Unterdessen läuft die Fahndung nach dem flüchtigen Attentäter, der in der Silvesternacht in der Istanbuler Nobeldisco Reina 39 Menschen erschoss und 69 teils schwer verletzte, weiter auf Hochtouren. Die Verantwortung für den Anschlag hat die Terrormiliz Islamischer Staat (IS) übernommen: Ein "Soldat des Kalifats" habe den "berühmten Nachtklub" attackiert, "wo die Christen ihr ungläubiges Fest feiern", schrieb sie auf ihrer Webseite "Amak".
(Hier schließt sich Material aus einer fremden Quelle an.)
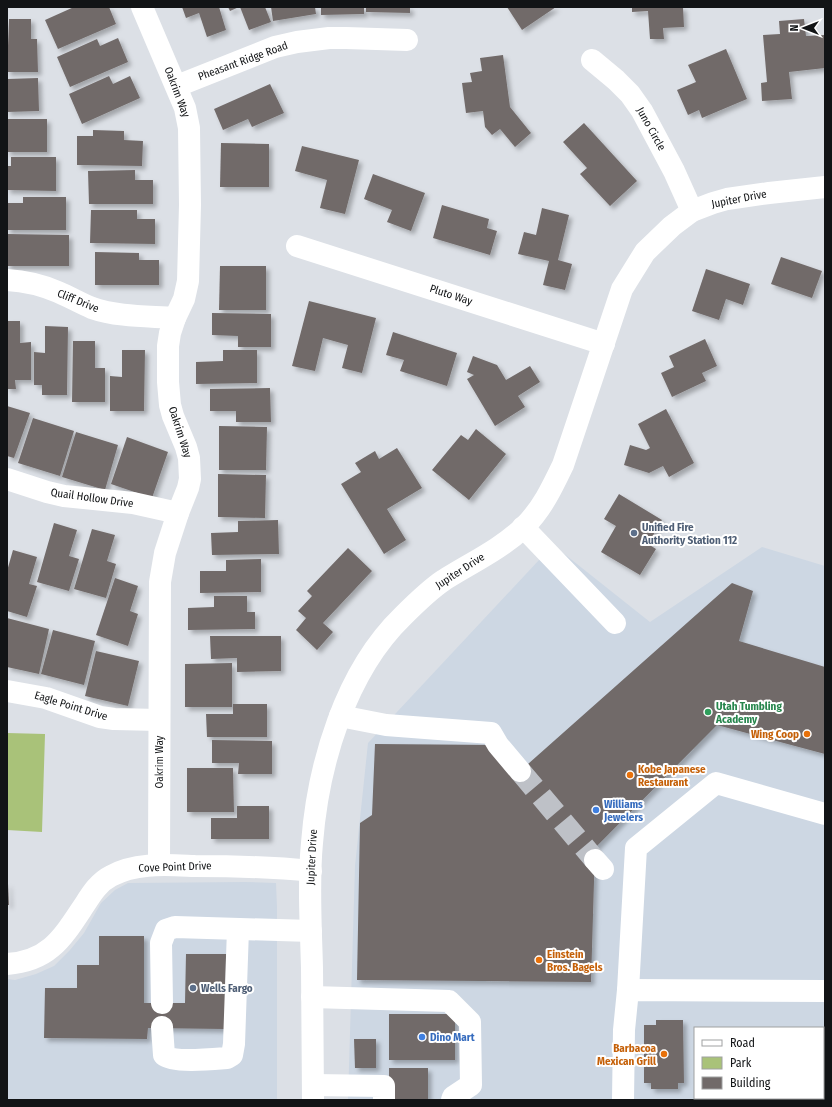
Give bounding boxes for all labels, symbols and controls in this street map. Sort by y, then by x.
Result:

Der flüchtige Nachtklub-Attentäter ist nach der Veröffentlichung von Videos aus Überwachungskameras inzwischen identifiziert worden. Laut Angaben der regierungsnahen Zeitung "Habertürk" handelt es sich um einen 28-jährigen Mann aus Kirgistan, der in Syrien für den IS gekämpft haben soll. Er sei mit seiner Frau und zwei Kindern aus Syrien eingereist und habe sich ab dem 22. November zunächst in der zentralanatolischen Stadt Konya aufgehalten. Türkische Medien veröffentlichten am Dienstag ein Selfie-Video, das der Verdächtige offenbar kurz vor der Tat von sich aufgenommen hatte. Es zeigt, wie er sich nahe dem Taksim-Platz im Zentrum Istanbuls durch eine belebte Gegend bewegt.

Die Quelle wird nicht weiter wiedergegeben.